Between them, these funds are worth up to £10.6 billion and aim to allocate £9.5 billion to local places to be spent by 31 March 2026.

The PAC heard that delays to projects had been caused by construction inflation, which Healey noted had been at 10% at one stage, as well as supply chain delays, site condition issues and issues with utility provision not being able to be secured quickly enough.

Healey stated that these factors “changed assumptions local authorities had to make about what they could do with money in front of them”.

She added that “we look to offer some flexibility on deadlines” and that “we do a lot of things to help facilitate faster delivery”.

On the rescoping of projects, Healey said: “Once a project has been allocated funding on a reasonable basis we would want to continue to try and deliver that project rather than pull funding except in extremis”.

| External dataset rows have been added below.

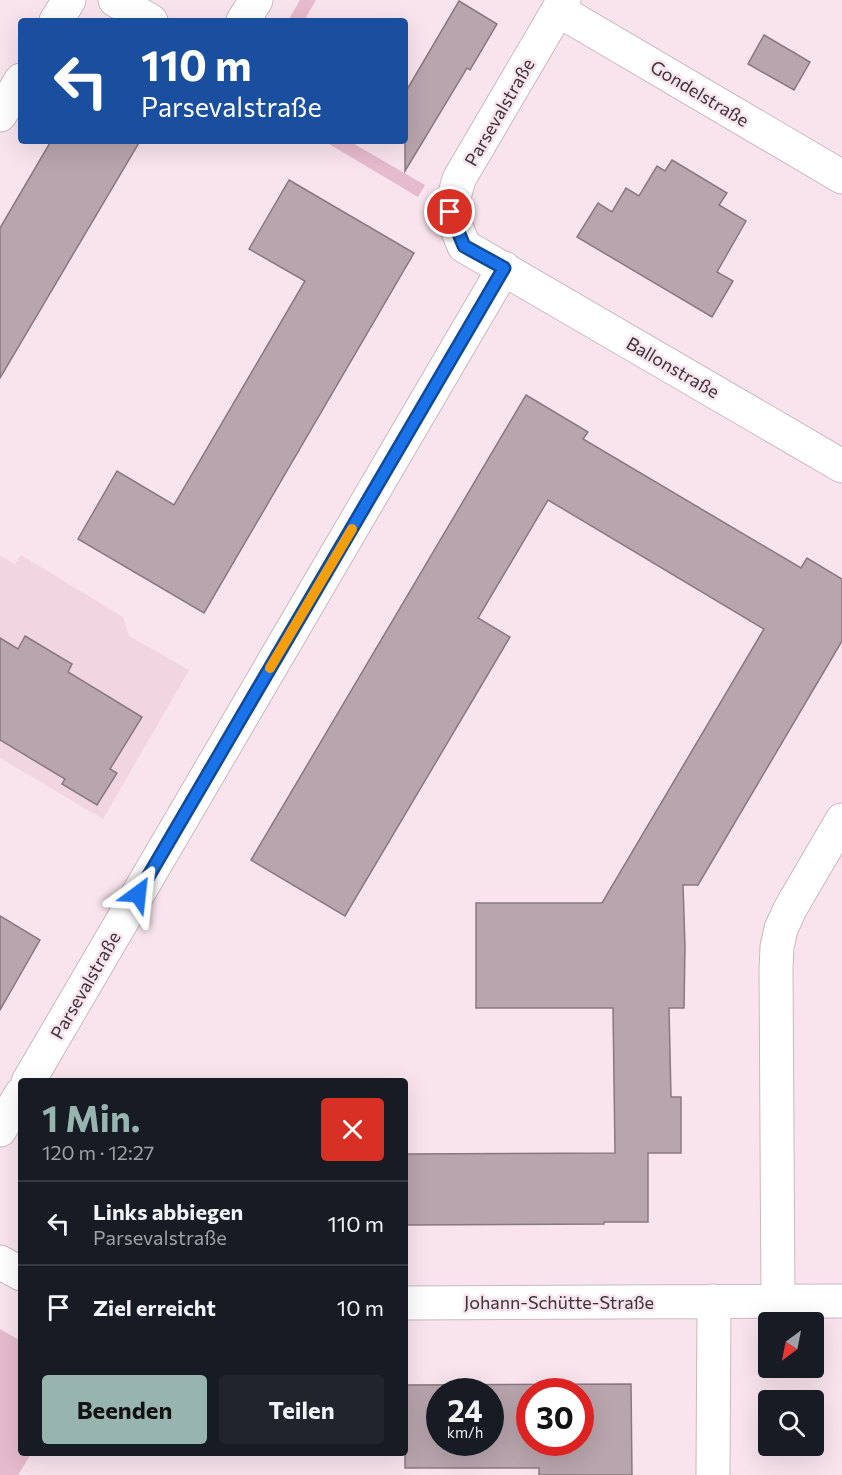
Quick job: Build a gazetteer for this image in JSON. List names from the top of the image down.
{
  "streets": {
    "street": [
      "Gondelstraße",
      "Parsevalstraße",
      "Ballonstraße",
      "Johann-Schütte-Straße"
    ]
  },
  "crossings": [
    ["Gondelstraße", "Parsevalstraße"],
    ["Parsevalstraße", "Ballonstraße"]
  ],
  "north": "bottom left",
  "page": {
    "turn": ["110 m", "Parsevalstraße"],
    "heading": ["1 Min.", "120 m · 12:27"],
    "list": [
      {
        "name": "Links abbiegen",
        "note": "Parsevalstraße",
        "value": "110 m"
      },
      {
        "name": "Ziel erreicht",
        "value": "10 m"
      }
    ],
    "buttons": ["Beenden", "Teilen"],
    "speed": "24 km/h",
    "limit": "30"
  }
}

Jess Blakely, director for major levelling up programmes and Will Garton, DLUHC’s director general for levelling up highlighted that the priority would be on rescoping, which involves area teams working closely with local authorities to facilitate project delivery and ensure it provides value for money. 

Garton said: “If funds have already been committed it would be poor value for money to then stop the whole thing”. 

In terms of allocation of funding, Healey said that while £186m of the Towns Fund was spent in the first year, three times that was spent in 2023, stating that spend tends to go up towards the end of a funding programme.